[Records for this task Boundary: Start]

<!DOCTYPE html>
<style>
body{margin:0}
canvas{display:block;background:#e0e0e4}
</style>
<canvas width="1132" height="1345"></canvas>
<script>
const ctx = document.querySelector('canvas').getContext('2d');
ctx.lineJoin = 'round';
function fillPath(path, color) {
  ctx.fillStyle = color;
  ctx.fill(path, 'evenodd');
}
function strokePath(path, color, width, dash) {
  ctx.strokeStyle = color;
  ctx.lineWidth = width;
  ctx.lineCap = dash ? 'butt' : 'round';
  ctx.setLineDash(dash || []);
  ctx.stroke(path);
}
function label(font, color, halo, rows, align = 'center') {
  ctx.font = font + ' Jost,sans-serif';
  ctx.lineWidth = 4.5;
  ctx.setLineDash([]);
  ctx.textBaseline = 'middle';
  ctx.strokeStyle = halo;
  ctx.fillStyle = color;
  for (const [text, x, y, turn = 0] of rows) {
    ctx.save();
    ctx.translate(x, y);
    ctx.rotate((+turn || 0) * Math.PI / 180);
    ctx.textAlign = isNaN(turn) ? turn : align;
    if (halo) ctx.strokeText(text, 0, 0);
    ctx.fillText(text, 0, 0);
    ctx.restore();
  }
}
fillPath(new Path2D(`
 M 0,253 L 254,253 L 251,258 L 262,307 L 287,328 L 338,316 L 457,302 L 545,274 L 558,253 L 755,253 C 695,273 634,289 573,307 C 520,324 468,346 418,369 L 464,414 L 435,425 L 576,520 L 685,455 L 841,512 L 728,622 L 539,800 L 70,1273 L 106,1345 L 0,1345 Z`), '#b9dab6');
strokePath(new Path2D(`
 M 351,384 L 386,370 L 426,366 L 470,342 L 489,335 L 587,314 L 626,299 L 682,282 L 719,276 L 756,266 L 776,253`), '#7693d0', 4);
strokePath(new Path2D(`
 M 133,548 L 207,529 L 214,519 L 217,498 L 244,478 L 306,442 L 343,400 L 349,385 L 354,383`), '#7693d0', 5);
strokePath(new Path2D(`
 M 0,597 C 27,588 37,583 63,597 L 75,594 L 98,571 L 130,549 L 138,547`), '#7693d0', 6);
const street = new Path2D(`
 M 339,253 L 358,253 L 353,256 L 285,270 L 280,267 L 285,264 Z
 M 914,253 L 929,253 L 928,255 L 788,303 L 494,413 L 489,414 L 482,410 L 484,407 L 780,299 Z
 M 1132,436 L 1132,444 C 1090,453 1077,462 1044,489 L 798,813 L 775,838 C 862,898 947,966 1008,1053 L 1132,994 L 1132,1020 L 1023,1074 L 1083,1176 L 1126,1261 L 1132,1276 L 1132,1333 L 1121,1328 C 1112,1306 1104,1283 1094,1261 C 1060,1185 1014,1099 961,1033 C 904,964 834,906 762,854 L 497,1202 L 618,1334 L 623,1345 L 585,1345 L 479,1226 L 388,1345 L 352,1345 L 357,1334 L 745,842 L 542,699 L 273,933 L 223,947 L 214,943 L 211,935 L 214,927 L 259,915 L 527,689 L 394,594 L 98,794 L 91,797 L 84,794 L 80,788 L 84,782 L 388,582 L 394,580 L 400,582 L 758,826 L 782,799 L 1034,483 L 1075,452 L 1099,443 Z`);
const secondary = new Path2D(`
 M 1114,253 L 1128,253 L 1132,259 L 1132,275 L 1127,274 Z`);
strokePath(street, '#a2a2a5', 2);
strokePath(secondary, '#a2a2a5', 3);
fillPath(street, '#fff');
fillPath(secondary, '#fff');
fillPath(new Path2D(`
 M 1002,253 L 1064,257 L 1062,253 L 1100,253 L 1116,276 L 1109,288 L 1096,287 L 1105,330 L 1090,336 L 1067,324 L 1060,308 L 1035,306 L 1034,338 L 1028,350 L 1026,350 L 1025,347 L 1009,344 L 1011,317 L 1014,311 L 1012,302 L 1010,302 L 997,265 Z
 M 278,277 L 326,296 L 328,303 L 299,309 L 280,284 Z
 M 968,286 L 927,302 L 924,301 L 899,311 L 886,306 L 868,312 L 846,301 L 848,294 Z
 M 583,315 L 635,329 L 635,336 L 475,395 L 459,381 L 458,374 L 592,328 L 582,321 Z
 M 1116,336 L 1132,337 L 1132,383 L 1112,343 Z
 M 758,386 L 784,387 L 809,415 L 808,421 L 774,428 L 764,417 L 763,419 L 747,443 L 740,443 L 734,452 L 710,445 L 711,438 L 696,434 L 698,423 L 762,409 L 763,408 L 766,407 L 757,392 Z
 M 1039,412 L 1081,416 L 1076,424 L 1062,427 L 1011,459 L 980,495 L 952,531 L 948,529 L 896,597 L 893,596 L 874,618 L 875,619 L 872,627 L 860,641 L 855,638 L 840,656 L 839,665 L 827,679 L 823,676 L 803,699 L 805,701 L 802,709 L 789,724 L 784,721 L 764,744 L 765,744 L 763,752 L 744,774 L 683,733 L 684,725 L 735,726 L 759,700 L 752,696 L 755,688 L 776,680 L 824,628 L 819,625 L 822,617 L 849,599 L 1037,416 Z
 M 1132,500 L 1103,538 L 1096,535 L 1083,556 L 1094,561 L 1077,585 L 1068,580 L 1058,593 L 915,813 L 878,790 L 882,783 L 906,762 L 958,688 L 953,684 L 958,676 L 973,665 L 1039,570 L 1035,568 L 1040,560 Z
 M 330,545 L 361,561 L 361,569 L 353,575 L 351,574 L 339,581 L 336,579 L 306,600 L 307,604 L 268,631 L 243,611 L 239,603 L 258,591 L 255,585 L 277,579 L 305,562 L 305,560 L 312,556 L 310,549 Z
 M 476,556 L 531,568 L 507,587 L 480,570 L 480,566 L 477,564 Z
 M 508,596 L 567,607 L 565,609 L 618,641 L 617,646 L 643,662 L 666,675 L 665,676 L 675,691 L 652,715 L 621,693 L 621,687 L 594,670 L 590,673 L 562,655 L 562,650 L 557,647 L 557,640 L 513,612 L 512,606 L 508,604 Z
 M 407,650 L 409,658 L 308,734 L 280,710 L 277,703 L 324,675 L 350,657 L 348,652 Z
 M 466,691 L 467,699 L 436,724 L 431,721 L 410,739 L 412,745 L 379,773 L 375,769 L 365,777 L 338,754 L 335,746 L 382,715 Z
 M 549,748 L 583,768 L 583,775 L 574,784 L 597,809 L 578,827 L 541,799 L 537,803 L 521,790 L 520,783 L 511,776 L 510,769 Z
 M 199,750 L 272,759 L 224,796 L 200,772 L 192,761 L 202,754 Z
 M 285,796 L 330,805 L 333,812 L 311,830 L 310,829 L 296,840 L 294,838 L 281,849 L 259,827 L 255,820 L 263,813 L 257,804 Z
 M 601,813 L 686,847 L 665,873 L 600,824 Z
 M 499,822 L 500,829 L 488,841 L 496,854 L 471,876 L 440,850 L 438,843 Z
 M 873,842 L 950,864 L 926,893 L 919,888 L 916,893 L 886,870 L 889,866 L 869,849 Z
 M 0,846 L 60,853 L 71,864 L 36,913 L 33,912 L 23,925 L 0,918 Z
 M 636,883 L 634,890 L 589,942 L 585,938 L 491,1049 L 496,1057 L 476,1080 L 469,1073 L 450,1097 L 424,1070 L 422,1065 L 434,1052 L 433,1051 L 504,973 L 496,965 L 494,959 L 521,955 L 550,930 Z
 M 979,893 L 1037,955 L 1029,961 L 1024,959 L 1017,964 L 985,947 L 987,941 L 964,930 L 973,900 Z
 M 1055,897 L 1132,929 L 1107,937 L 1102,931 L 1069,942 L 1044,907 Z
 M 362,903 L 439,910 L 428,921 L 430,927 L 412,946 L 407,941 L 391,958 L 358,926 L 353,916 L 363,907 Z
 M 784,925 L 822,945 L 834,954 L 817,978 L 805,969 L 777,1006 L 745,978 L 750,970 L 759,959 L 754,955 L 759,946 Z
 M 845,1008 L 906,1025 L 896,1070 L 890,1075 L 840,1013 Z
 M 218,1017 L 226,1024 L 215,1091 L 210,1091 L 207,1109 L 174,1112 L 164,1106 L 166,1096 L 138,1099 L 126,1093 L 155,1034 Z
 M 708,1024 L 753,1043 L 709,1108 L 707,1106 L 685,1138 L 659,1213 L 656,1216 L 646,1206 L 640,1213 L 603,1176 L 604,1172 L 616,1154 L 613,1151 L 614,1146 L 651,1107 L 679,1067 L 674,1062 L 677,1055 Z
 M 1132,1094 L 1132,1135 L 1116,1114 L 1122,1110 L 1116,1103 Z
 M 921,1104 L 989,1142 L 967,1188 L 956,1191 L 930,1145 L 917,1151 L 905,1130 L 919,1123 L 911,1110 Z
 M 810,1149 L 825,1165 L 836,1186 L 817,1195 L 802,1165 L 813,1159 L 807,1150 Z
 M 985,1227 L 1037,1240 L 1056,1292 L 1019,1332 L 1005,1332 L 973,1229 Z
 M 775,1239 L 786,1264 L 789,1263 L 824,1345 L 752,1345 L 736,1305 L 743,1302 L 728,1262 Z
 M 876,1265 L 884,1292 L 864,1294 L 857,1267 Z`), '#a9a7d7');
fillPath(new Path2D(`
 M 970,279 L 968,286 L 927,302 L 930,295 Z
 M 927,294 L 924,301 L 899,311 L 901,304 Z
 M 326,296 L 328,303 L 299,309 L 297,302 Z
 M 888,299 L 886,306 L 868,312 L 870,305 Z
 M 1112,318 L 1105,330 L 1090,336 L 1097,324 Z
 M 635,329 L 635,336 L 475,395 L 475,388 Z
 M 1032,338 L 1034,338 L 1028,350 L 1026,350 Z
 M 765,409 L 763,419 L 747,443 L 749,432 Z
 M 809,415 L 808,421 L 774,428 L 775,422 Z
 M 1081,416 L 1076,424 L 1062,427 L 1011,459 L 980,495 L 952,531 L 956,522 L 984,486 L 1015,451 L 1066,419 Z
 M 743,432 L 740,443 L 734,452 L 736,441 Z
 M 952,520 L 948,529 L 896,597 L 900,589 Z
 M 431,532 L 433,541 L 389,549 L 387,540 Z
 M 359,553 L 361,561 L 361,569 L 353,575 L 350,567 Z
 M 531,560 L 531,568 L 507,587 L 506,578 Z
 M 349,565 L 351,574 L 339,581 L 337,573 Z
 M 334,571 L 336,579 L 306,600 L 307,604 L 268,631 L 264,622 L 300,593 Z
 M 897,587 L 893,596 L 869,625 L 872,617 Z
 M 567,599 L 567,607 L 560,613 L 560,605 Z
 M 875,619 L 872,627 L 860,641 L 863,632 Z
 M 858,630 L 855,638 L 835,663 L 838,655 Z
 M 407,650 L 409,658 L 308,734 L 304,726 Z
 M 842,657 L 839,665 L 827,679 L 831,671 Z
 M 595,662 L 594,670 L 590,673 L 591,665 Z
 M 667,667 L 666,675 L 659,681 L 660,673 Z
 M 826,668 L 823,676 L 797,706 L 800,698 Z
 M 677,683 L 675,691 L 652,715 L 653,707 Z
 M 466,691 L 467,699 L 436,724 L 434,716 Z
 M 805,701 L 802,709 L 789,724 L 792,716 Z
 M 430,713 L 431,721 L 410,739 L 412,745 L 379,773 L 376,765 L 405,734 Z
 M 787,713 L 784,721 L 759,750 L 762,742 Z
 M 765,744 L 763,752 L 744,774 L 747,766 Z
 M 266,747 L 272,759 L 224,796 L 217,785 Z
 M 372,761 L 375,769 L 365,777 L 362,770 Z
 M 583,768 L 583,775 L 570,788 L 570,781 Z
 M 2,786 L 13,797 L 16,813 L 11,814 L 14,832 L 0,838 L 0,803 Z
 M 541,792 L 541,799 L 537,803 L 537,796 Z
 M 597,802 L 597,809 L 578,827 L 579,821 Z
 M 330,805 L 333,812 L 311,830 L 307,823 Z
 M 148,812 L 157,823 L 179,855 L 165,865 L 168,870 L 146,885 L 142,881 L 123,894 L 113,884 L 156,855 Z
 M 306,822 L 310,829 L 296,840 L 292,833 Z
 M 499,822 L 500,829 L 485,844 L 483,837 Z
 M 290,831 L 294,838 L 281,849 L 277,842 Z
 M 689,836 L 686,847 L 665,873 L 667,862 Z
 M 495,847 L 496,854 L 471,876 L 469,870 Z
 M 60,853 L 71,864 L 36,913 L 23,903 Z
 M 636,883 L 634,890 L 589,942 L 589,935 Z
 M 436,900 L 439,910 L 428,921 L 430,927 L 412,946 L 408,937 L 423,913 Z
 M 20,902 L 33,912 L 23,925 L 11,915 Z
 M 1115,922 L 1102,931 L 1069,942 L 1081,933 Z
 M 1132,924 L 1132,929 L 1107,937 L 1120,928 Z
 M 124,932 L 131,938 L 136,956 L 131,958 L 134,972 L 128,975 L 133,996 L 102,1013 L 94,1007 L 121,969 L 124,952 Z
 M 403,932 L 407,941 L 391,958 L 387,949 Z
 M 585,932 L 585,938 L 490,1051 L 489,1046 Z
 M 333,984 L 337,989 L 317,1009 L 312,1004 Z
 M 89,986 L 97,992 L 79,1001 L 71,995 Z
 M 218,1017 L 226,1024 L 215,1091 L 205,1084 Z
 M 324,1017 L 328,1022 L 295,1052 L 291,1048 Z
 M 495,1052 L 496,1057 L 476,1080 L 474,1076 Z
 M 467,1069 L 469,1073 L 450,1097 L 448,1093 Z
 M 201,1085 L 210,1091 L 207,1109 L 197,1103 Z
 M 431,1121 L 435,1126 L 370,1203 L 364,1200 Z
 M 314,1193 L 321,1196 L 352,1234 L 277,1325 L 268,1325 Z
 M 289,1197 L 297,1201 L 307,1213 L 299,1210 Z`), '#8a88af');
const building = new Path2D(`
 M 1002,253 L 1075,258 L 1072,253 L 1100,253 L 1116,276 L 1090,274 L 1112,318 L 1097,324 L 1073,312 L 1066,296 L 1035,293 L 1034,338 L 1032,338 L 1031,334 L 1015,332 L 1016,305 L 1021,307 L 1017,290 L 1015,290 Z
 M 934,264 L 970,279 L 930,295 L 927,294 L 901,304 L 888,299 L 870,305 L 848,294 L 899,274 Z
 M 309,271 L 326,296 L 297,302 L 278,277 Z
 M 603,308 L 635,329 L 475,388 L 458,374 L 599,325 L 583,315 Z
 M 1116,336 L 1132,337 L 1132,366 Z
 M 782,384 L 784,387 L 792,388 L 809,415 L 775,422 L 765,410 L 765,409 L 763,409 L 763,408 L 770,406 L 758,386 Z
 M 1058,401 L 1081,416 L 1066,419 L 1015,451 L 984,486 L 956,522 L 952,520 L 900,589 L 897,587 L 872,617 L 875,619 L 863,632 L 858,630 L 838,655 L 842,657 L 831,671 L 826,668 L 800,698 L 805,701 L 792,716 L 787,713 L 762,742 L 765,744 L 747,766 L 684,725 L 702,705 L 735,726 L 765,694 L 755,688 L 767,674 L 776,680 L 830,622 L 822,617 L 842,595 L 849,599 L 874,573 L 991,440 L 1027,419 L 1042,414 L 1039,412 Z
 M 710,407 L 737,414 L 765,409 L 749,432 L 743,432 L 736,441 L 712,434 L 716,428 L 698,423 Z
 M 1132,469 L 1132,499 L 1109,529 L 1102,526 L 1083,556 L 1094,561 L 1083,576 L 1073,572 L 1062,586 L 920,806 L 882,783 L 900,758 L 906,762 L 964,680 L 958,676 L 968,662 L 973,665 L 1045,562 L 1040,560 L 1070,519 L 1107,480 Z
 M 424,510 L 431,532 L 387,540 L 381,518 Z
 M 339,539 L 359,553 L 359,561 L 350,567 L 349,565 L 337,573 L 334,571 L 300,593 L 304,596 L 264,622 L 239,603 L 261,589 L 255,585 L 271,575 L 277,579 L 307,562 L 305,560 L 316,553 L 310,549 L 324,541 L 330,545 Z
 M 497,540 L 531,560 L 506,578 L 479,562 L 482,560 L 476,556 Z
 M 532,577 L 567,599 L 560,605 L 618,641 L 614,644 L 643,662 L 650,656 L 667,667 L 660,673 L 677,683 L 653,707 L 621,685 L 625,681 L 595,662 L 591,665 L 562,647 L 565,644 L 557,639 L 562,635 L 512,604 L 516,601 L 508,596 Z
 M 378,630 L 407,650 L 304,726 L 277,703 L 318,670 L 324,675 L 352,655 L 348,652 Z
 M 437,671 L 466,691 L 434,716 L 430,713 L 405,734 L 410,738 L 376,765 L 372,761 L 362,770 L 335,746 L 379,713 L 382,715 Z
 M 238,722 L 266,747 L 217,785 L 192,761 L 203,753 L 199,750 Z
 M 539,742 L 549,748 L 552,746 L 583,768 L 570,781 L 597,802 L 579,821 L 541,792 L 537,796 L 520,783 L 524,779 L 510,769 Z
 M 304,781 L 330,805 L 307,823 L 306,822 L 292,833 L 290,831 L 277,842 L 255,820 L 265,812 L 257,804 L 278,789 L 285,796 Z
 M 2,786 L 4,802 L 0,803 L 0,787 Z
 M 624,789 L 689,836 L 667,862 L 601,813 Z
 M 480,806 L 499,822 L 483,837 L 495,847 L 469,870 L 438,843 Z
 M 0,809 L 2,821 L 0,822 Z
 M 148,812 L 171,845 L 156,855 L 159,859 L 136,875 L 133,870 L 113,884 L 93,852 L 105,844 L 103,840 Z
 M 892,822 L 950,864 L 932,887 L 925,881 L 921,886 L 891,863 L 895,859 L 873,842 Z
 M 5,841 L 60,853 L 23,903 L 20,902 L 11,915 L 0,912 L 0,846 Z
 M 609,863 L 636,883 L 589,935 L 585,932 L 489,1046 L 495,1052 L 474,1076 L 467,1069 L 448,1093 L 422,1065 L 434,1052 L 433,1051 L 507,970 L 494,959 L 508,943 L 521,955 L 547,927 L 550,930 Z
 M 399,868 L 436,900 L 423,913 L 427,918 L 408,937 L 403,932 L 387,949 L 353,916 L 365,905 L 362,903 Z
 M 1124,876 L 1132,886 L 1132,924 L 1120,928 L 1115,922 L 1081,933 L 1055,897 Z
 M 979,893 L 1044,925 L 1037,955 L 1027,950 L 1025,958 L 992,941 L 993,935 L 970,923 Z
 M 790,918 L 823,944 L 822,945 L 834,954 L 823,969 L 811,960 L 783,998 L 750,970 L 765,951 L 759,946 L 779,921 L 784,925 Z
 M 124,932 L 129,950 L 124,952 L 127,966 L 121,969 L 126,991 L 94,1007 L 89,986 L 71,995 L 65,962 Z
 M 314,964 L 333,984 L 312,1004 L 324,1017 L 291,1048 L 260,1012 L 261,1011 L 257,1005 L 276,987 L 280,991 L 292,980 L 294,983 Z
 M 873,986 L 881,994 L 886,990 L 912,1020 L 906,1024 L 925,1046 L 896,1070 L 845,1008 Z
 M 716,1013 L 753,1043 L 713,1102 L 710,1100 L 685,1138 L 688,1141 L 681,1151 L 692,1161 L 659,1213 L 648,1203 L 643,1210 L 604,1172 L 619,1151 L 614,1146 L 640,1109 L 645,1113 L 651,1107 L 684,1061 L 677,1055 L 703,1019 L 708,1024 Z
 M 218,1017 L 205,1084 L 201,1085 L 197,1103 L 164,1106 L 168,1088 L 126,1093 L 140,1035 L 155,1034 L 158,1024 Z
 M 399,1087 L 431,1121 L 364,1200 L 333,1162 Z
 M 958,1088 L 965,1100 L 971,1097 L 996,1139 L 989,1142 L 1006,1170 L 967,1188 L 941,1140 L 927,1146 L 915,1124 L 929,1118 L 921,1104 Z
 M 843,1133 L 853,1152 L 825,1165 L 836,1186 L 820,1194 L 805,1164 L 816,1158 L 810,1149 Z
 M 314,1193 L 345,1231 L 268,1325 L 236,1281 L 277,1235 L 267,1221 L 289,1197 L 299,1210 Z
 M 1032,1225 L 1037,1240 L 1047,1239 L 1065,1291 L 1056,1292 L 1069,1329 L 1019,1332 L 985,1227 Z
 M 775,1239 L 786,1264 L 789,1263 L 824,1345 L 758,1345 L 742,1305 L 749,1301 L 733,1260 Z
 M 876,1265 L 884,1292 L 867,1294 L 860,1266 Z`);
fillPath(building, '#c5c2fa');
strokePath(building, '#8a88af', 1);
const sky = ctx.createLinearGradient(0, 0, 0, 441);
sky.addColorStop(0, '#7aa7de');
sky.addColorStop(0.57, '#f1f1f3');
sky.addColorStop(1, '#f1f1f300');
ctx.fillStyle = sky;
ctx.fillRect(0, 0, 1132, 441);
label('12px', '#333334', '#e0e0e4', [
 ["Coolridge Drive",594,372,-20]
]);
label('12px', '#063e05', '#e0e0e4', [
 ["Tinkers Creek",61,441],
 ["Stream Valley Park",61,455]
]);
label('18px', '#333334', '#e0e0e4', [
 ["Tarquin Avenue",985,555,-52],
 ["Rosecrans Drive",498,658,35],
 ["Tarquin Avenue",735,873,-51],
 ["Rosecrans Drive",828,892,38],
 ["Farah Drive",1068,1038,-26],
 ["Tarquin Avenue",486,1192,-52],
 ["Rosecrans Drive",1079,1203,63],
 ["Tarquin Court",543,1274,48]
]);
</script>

[Records for this task Boundary: End]

* _About this task_: Whatever else the listing above holds, retype exactly only the lines from the one containing "M 372,761 L 375,769 L 365,777 L 362,770 Z" to the one containing "M 330,805 L 333,812 L 311,830 L 307,823 Z", both ends kept.

* _Solution below_:
 M 372,761 L 375,769 L 365,777 L 362,770 Z
 M 583,768 L 583,775 L 570,788 L 570,781 Z
 M 2,786 L 13,797 L 16,813 L 11,814 L 14,832 L 0,838 L 0,803 Z
 M 541,792 L 541,799 L 537,803 L 537,796 Z
 M 597,802 L 597,809 L 578,827 L 579,821 Z
 M 330,805 L 333,812 L 311,830 L 307,823 Z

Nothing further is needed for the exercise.